# Any opinions on this WA breeder?



## cassadee7 (Nov 26, 2009)

Formerly known as Saterhaus... now called Sater-Nordlicht Shepherds. I know they are show lines but just looking for opinions.

http://www.dogsgermanshepherd.com/


----------



## Kayos and Havoc (Oct 17, 2002)

I have always admired their dogs. The ones I have met seem pretty decent temperament wise. I think thier website is very busy and unattractive, unless they changed it recently. There is, or was, also a pretty scathing article about German Showlines buried on there, based on the results from a show in Mexico.

I have not read the site in over a year, maybe I should go take a look at it!


----------



## Tihannah (Dec 27, 2009)

I agree with Kathy that the site seems very busy, and though I'm not as knowledgeable about the breed as most, some things I noted just browsing through...

http://www.dogsgermanshepherd.com/dogssold.htm
On this page, about 2/3 of the page down is a pup pictured with the caption:
"This is Saterhaus Hope of Nordlicht, a maternal sister to the
Best Puppy at the National Speciality Show, 2002. She is
going to be so much like him!"

However, on this page, is the same exact pic with this caption:
Utopia's Hope of Nordlicht, impeccable type at four months.
This puppy was sold, disliked, and returned to us, much like
Bad Boy and Gold Medallion. We will take all the pups like this
we can get. Some people never know what they have until it is too late. 
http://www.dogsgermanshepherd.com/puppies%20for%20sale%20or%20sold.htm

Then 2 pics down is yet another photo with this caption:
"What a gorgeous type, just beautiful. Utopia's Hope of Nordlicht.at 10 weeks"
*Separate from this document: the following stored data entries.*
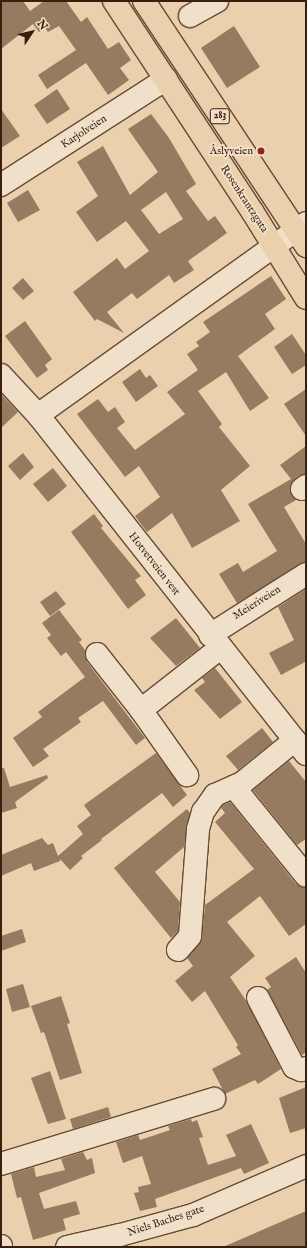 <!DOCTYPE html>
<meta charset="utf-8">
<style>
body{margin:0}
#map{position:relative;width:307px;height:1248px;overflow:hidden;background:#ead0ac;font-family:"IM FELL English",serif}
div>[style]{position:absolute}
.building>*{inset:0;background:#967b60}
.roads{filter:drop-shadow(1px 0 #664b36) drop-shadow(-1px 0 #664b36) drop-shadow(0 1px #664b36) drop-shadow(0 -1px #664b36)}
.minor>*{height:22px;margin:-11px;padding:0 11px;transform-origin:11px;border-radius:11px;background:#f1e0c9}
.major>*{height:22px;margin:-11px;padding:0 11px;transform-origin:11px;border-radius:11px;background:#ead0ac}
.dots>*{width:11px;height:11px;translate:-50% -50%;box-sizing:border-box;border:2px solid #f1e0c9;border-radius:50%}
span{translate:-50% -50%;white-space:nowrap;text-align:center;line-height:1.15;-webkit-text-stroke:4px #f1e0c9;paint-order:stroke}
.shield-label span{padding:1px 3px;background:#f1e0c9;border:1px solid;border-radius:3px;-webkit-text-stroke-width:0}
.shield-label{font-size:10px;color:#3a1f0e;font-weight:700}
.street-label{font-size:11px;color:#3a1f0e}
.poi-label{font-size:11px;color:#3a1f0e}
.right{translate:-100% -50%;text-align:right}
.frame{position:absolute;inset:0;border:2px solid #3a1f0e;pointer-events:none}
.north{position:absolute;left:12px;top:12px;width:40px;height:40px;-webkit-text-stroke:3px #f1e0c9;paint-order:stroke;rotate:55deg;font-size:11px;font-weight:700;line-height:16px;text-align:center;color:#3a1f0e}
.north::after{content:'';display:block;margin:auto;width:14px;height:18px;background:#3a1f0e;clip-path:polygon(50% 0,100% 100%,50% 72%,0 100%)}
</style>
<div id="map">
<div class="building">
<div style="clip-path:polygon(1px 1px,23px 1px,30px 11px,44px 1px,66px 1px,81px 22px,87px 17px,108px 49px,119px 42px,131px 60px,120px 68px,129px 80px,108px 95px,86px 63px,47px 89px,38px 75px,76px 50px,59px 26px,48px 32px,45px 28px,39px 32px,33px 24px,1px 49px)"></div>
<div style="clip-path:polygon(234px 26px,260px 67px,227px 88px,201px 48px)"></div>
<div style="clip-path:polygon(57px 89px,70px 109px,47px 124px,34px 105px)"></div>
<div style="clip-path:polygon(1px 109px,20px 136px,1px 148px)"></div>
<div style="clip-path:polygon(evenodd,151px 114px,169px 138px,196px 184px,186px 191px,208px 221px,215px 216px,227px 233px,188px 261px,194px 270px,174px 283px,169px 275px,137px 299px,132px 293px,107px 312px,124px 333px,97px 319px,95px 321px,73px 292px,117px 258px,125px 269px,149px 251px,126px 221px,97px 242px,76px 212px,98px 196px,77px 162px,103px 146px,130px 195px,158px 172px,128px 129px,151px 114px,166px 192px,183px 219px,159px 234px,141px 210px,166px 192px)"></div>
<div style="clip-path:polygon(28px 190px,40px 210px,18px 222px,7px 203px)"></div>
<div style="clip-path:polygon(271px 276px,286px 299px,265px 314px,275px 329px,238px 356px,269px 398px,250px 411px,226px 372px,198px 391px,222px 424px,219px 427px,250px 466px,221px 490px,240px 521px,192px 548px,172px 513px,147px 532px,135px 516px,160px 497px,139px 466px,125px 477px,77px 414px,98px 399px,108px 412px,115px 407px,125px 422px,117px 428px,135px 450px,185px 414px,167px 392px,198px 370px,187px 354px,199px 346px,196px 342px,210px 332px,203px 322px)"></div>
<div style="clip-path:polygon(23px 278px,34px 291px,23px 300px,12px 288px)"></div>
<div style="clip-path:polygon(25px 321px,52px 359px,45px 365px,48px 370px,37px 378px,5px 336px)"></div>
<div style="clip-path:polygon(292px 334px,306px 355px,306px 365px,292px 374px,274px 347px)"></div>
<div style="clip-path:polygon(140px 369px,146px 378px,150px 375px,158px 386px,136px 402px,122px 382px)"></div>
<div style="clip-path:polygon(306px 389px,306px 436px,284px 404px)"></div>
<div style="clip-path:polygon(1px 394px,18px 412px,1px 428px)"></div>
<div style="clip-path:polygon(306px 446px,306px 474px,298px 476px,291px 484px,290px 491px,296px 500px,284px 507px,306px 544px,306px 562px,237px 603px,219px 574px,238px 563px,243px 572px,277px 551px,248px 504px,291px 479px,280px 465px)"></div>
<div style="clip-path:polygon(23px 453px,34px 467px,20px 480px,8px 466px)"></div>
<div style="clip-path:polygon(53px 468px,67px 486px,48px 502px,33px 484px)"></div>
<div style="clip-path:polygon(94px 514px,103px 526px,101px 528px,141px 576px,135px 580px,146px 595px,128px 609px,71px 532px)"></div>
<div style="clip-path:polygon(306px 589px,306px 664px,305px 662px,281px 675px,269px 653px,294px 640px,278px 607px)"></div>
<div style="clip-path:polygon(56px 591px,66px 604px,50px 616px,40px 602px)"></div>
<div style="clip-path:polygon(59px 610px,82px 640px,79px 642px,85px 650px,87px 662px,145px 738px,136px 745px,103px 701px,78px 718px,81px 722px,43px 749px,49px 756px,33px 767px,13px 738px,42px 717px,38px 712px,85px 677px,66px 652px,61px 656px,47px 638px,51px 635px,42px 623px)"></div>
<div style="clip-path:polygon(176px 618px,200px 648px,176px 666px,150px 638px)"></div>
<div style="clip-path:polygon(215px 668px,242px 702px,220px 719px,194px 690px,205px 682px,202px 678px)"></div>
<div style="clip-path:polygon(262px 728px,273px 742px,238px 770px,226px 756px)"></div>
<div style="clip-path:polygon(156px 753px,187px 795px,173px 807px,162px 793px,101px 839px,102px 840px,81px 856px,83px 858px,70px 870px,60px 859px,60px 861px,34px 871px,31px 863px,1px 876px,1px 855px,42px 838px,48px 845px,53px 843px,58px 856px,83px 834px,77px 826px,91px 815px,84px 805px)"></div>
<div style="clip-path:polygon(289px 761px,306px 782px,306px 839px,297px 845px,253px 790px)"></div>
<div style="clip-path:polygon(1px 768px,4px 768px,10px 787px,47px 775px,48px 778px,15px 802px,17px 808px,1px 813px)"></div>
<div style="clip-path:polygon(230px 802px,296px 884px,306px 888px,306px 924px,289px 936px,260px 896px,227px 922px,255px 956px,230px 977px,247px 1002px,281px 1069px,258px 1084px,255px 1080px,225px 1094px,212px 1069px,241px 1054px,236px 1047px,238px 1045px,205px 991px,192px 1002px,175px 981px,193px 966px,187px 958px,202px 937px,205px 905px,254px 869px,215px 822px,225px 813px,221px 808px,223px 805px)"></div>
<div style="clip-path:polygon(187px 809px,190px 813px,184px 847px,155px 872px,180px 902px,178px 931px,171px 938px,114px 868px)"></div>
<div style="clip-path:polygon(22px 929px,26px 942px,1px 951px,1px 936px)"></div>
<div style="clip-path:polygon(296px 957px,306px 973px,306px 1052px,302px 1055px,267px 990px,271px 987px,265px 978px)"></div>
<div style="clip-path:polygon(23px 984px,30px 1007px,12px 1012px,6px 989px)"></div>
<div style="clip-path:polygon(61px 996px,70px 1023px,67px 1024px,82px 1073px,60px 1080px,44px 1032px,41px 1033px,31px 1006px)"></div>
<div style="clip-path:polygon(50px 1071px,66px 1119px,48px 1124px,31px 1078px)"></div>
<div style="clip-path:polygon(306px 1087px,306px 1128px,290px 1133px,279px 1098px)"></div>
<div style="clip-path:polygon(108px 1107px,111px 1117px,73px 1129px,70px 1119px)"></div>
<div style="clip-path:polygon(191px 1119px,192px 1122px,197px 1120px,203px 1137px,199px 1138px,208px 1165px,236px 1156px,226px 1135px,251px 1124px,269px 1163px,244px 1174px,241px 1168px,155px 1199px,157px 1207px,140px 1211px,134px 1193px,139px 1192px,138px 1187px,151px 1184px,142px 1156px,123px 1163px,116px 1142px,138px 1135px,140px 1140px,170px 1130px,168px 1126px)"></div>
<div style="clip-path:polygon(83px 1152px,87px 1160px,92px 1158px,95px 1173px,39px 1193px,44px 1209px,76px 1201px,80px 1214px,63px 1219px,66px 1230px,33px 1240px,21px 1197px,17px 1198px,11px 1174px,34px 1167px,36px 1177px,65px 1170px,61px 1159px)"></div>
<div style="clip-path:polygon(306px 1211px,306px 1247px,223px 1247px)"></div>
</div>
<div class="roads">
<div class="minor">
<div style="left:190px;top:16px;width:31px;rotate:-29deg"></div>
<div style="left:1px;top:185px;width:196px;rotate:-32.7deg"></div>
<div style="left:1px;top:375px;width:54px;rotate:47.2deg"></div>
<div style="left:38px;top:415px;width:432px;rotate:51.7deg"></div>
<div style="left:38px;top:415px;width:330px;rotate:-35.6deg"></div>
<div style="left:302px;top:489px;width:5px;rotate:-37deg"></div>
<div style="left:210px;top:635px;width:114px;rotate:-32.4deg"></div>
<div style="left:97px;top:654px;width:71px;rotate:51.8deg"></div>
<div style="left:141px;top:710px;width:80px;rotate:54.7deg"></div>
<div style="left:141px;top:710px;width:100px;rotate:-38.1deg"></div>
<div style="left:234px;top:787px;width:114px;rotate:51deg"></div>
<div style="left:178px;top:950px;width:18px;rotate:-49deg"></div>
<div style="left:190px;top:936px;width:107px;rotate:-85.7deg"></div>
<div style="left:198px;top:829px;width:18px;rotate:-74deg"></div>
<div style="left:203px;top:812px;width:21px;rotate:-55deg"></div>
<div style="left:215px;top:795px;width:30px;rotate:-24deg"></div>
<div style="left:242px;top:783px;width:68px;rotate:-39.1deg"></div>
<div style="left:258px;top:998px;width:78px;rotate:62.4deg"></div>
<div style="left:294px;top:1067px;width:8px;rotate:23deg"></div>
<div style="left:301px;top:1070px;width:5px;rotate:-22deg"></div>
<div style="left:1px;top:1164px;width:223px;rotate:-17deg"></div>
<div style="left:1px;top:1246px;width:1px;rotate:90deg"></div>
<div style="left:67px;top:1247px;width:54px;rotate:-12.8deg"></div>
<div style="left:120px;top:1235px;width:76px;rotate:-15.3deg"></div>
<div style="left:193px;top:1215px;width:123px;rotate:-23.4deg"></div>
</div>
<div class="major">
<div style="left:114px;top:1px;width:251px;rotate:56.7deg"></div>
<div style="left:252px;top:211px;width:102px;rotate:58.2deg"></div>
<div style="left:144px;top:1px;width:294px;rotate:56.5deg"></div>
</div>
</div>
<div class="dots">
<div style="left:261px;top:151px;background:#8f2418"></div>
</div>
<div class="shield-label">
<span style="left:220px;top:116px">283</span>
</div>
<div class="street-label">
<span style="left:84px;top:132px;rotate:-33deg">Karjolveien</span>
<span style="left:244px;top:199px;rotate:57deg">Rosenkrantzgata</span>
<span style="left:154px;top:564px;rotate:52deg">Hotvetveien vest</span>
<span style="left:257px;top:603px;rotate:-32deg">Meieriveien</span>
<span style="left:166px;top:1221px;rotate:-18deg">Niels Baches gate</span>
</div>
<div class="poi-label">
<span class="right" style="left:253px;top:151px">Åslyveien</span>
</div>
<div class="frame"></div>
<div class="north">N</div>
</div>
This could just be a mistake made when setting up the site, but its kinda confusing and seems like they have a lot going on at one time. The dogs seem beautiful though, but even as a New GSD owner, I would be hesitant unless I could visit their place myself. Just my opinion...


----------



## cassadee7 (Nov 26, 2009)

They are in my state, so I could visit if I wanted to. So far I am thinking a working line would suit my family better but this breeder came recommended by a friend who had some dogs from her... a friend I respect (but who is more interested in show lines).


----------



## Tihannah (Dec 27, 2009)

I guess for those searching for a show quality dog and know what they're looking for it may be easier to look at. But all the links to available puppies just seem to show more of what they've sold or dogs already in competition and their breeding policy shows last updated in April 2004. Perhaps the site just needs some updating and maintenance.


----------



## Kayos and Havoc (Oct 17, 2002)

Yes it does need updating but a glitzy webpage does not mean the dogs are the best either. They do hip and elbows and I like that. I have met a couple dogs from there when I lived up there and they were nice dogs. 

I prefer show lines over working lines so I am going to gravitate to dogs like this.


----------



## katieliz (Mar 29, 2007)

american show lines that go back to a top winning and producing dog of the breed (andretti), but it seems to me there were some ethics questions in relation to the original owner and some breedings done after that dog died. perhaps someone else here remembers more details.


----------



## Kayos and Havoc (Oct 17, 2002)

I don't know anything about that and never have heard of that.


----------



## arycrest (Feb 28, 2006)

> Originally Posted By: katielizamerican show lines that go back to a top winning and producing dog of the breed (andretti), but it seems to me there were some ethics questions in relation to the original owner and some breedings done after that dog died. perhaps someone else here remembers more details.


I found this link - don't know if it's factual or not ... it doesn't jive with a lot of what I "think" I recall about the indident but since I can't trust my memory I don't feel comfortable making any comments. http://www.angelfire.com/wi/gsdpedigrees/andrettiprogeny.html


----------



## VonKromeHaus (Jun 17, 2009)

I have met some of their dogs, probably close to 5 and out of that 5, there was 1 that had SEVERE issues, it was older so could've been an owner issue but I don't think so. There was one puppy that was fearful of things, it laid down and peed itself, then snapped at the owner when she tried to pick it up. That said, could be an owner issue or coming from the breedings, I don't know really. I'd visit them if you're interested in their dogs. 

The other 3 were great dogs, had awesome tempermants, loved people and I actually didn't mind the way they looked even. I saw one of tehm at a show and she was a sweet female. She was good in the ring as well. 

Courtney


----------



## givlyou2 (Dec 30, 2014)

I have several of their dogs. My opinion is that Nordlicht under Bob produced truly exceptional dogs. Unfortunately, most Sater-Nordlicht GSDs produced after Bob passed away are _ *** Removed by Admin ***_. When Robert was around, he bred for ability, intelligence, and temperament. Looks came in last after that. Bob was an exceptional GSD breeder, the woman that took over _(Removed by Admin)_. And, yes, I did know both of them quite well and purchased many GSDs from Nordlicht.

_ *** Please PM poster for more information - no breeder bashing allowed on the open board. _


----------